_Stored items_

====

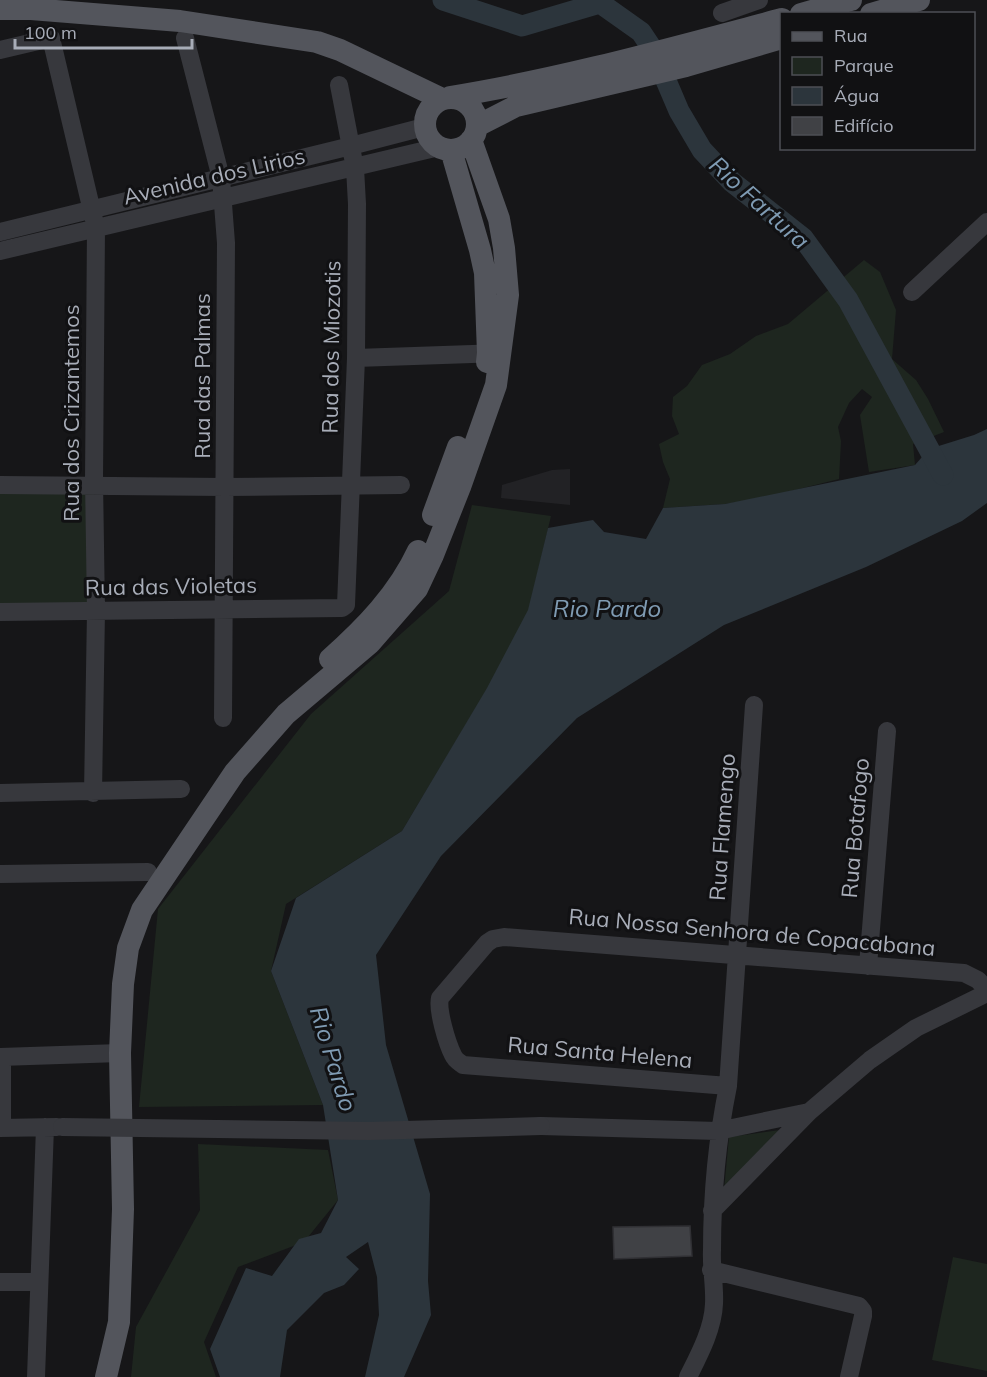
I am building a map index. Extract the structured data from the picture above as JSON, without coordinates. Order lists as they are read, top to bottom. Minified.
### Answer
{"streets":{"street":["Avenida dos Lirios","Rua dos Miozotis","Rua das Palmas","Rua dos Crizantemos","Rua das Violetas","Rua Flamengo","Rua Botafogo","Rua Nossa Senhora de Copacabana","Rua Santa Helena"]},"crossings":[["Avenida dos Lirios","Rua dos Miozotis"],["Avenida dos Lirios","Rua das Palmas"],["Avenida dos Lirios","Rua dos Crizantemos"],["Rua dos Miozotis","Rua das Violetas"],["Rua das Palmas","Rua das Violetas"],["Rua dos Crizantemos","Rua das Violetas"],["Rua Flamengo","Rua Nossa Senhora de Copacabana"],["Rua Flamengo","Rua Santa Helena"],["Rua Botafogo","Rua Nossa Senhora de Copacabana"],["Rua Nossa Senhora de Copacabana","Rua Santa Helena"]],"water":["Rio Fartura","Rio Pardo"],"legend":["Rua","Parque","Água","Edifício"],"scale_bar":"100 m"}
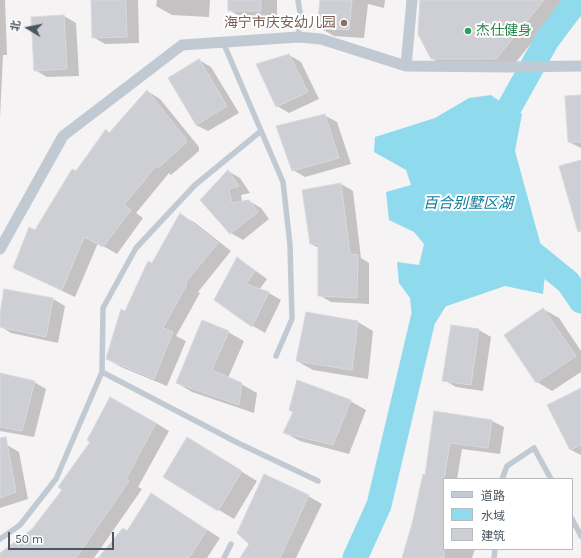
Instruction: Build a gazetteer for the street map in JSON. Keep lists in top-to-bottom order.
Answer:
{
  "water": ["百合别墅区湖"],
  "places": ["海宁市庆安幼儿园", "杰仕健身"],
  "legend": ["道路", "水域", "建筑"],
  "scale_bar": "50 m",
  "north": "left"
}
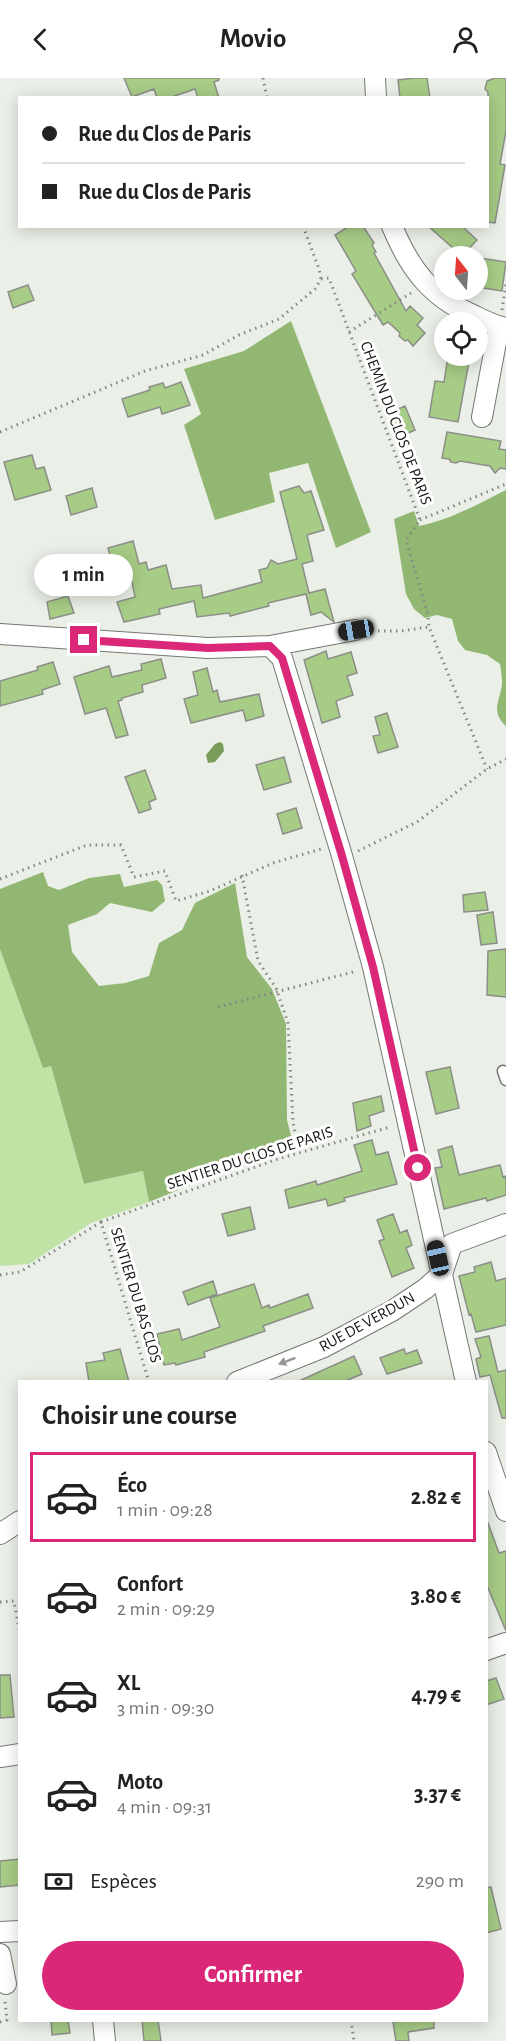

====

_PROBLEM TO WORK ON_
Write out all of the data above exactly, without any of its pictures.

_COMPLETED EXERCISE_
I am building a map index. Extract the structured data from the picture above as JSON, without coordinates. Order lists as they are read, top to bottom. Minified.
### Answer
{"streets":{"street":["Avenida dos Lirios","Rua dos Miozotis","Rua das Palmas","Rua dos Crizantemos","Rua das Violetas","Rua Flamengo","Rua Botafogo","Rua Nossa Senhora de Copacabana","Rua Santa Helena"]},"crossings":[["Avenida dos Lirios","Rua dos Miozotis"],["Avenida dos Lirios","Rua das Palmas"],["Avenida dos Lirios","Rua dos Crizantemos"],["Rua dos Miozotis","Rua das Violetas"],["Rua das Palmas","Rua das Violetas"],["Rua dos Crizantemos","Rua das Violetas"],["Rua Flamengo","Rua Nossa Senhora de Copacabana"],["Rua Flamengo","Rua Santa Helena"],["Rua Botafogo","Rua Nossa Senhora de Copacabana"],["Rua Nossa Senhora de Copacabana","Rua Santa Helena"]],"water":["Rio Fartura","Rio Pardo"],"legend":["Rua","Parque","Água","Edifício"],"scale_bar":"100 m"}
Instruction: Build a gazetteer for the street map in JSON. Keep lists in top-to-bottom order.
Answer:
{
  "water": ["百合别墅区湖"],
  "places": ["海宁市庆安幼儿园", "杰仕健身"],
  "legend": ["道路", "水域", "建筑"],
  "scale_bar": "50 m",
  "north": "left"
}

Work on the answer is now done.